Pet First Aid

April 3rd, 2014

If your pet sustains an injury, it is best to see a veterinarian right away. Do not attempt to self-diagnose with Internet searches etc., and do not give them any medicine that has not been prescribed by a veterinarian. With that in mind, it is important to know some basic first aid techniques that may come in handy before you can take your pet in for treatment.

If you suspect that your pet has ingested something poisonous, call a veterinarian or the ASPCA Pet Poison Hotline (888-426-4435) immediately. Never induce vomiting unless instructed to do so by a veterinarian. If such aggressive action is required, a doctor will likely recommend using a 3% hydrogen peroxide solution. Refrain from using salt or ipecac. This home remedy is not suggested for cats, so any felines must be taken to a veterinary clinic for treatment right away.

To temporarily treat bites and other wounds, remove any loose debris and cleanse the area with a sterile saline solution or water. DO NOT attempt to dislodge any objects piercing the skin. To stop any bleeding and form a clot, apply pressure with an uncontaminated cloth. Wrap the wounded area with a bandage and keep the pet from licking it until a professional can look at it.

If a car hits your pet, try to strap him down to a board, without putting any pressure on the chest area as it could limit breathing. Wrap your pet in a blanket to help prevent him from going into shock, and keep the head elevated during transport to the hospital. Always take the pet to see a doctor even if the injuries do not seem severe because serious internal injuries might be present without being visible.

If your pet is choking, try to keep him calm and get him to a doctor immediately. Your pet's mouth could turn blue due to a lack of circulation. Grasp the top of his muzzle and lift it up and back to open the mouth without covering the nostrils. The obstruction may be visible, in which case, try using needle-nosed pliers to remove it, but be careful not to force it farther down into the throat. You may also try a sort of Heimlich maneuver by laying your dog on his side or holding them with their head down, and pushing downwards towards the head xand slightly forwards at the end of the rib cage with quick, firm strokes.
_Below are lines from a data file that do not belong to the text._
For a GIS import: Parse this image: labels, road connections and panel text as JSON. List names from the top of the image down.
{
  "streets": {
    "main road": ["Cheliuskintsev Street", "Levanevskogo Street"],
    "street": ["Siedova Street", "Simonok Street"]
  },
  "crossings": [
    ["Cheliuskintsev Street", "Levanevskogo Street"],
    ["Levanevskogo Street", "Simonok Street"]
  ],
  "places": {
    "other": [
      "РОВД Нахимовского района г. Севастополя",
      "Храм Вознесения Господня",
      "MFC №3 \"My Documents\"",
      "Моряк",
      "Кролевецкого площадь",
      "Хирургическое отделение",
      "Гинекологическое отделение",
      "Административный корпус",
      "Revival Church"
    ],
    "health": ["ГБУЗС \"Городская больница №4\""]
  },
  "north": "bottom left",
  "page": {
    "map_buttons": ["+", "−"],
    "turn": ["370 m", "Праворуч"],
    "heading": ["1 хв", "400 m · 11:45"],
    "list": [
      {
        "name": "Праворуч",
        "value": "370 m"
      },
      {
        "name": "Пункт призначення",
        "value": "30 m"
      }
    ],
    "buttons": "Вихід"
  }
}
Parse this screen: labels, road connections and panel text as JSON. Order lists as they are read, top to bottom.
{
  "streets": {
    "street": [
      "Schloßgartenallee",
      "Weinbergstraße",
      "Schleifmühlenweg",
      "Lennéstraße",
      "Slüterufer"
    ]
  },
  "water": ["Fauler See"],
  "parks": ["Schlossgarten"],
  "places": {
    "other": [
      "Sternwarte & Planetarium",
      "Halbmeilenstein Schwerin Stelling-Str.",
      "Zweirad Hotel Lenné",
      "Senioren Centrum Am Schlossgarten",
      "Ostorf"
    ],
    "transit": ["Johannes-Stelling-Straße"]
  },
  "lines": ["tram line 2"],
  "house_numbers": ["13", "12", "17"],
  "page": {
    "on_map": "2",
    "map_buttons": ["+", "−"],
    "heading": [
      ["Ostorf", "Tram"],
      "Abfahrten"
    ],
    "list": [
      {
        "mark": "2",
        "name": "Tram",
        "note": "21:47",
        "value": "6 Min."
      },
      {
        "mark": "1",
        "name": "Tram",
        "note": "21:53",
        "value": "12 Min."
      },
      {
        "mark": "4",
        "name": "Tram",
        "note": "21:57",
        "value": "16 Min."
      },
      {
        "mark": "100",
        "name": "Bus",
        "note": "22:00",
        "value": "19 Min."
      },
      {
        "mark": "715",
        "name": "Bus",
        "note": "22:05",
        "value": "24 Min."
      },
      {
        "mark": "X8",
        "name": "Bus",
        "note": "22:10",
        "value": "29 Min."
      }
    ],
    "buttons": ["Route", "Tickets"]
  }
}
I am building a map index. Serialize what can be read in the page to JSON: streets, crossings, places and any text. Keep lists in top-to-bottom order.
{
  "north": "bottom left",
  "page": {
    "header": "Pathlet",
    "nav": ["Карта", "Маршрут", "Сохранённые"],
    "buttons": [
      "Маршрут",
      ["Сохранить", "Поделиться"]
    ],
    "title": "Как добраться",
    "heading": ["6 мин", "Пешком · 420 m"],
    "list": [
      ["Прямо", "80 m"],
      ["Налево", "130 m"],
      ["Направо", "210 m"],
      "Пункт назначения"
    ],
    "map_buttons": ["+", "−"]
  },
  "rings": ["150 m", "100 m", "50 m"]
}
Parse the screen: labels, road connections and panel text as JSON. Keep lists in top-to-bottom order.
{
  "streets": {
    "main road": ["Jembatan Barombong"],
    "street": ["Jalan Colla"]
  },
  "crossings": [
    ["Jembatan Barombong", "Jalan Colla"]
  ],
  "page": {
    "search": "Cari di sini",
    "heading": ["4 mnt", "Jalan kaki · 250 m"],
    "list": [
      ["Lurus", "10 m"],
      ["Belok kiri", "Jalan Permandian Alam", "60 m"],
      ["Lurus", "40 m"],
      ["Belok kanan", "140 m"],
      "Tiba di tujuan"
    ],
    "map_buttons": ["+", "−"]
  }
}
If your pet has a seizure, do not try to restrain him and place a towel under him, as he may lose bladder and fecal control. Try to pet and soothe the pet., Most seizures end within five minutes. The pet should be taken to a veterinary clinic after five minutes whether or not the seizure has ended. Seizures can be fatal if uncontrolled.

Being armed with some knowledge about what to do in an emergency situation and some basic techniques and can help reduce stress, lead to better decision-making and can result in better outcomes for your animal. The Red Cross offers a Fist Aid for Pets app with information and video on topics such as CPR, poisoning and trauma. Studying these in advance will provide a higher likelihood of a more successful outcome in the event of an emergency.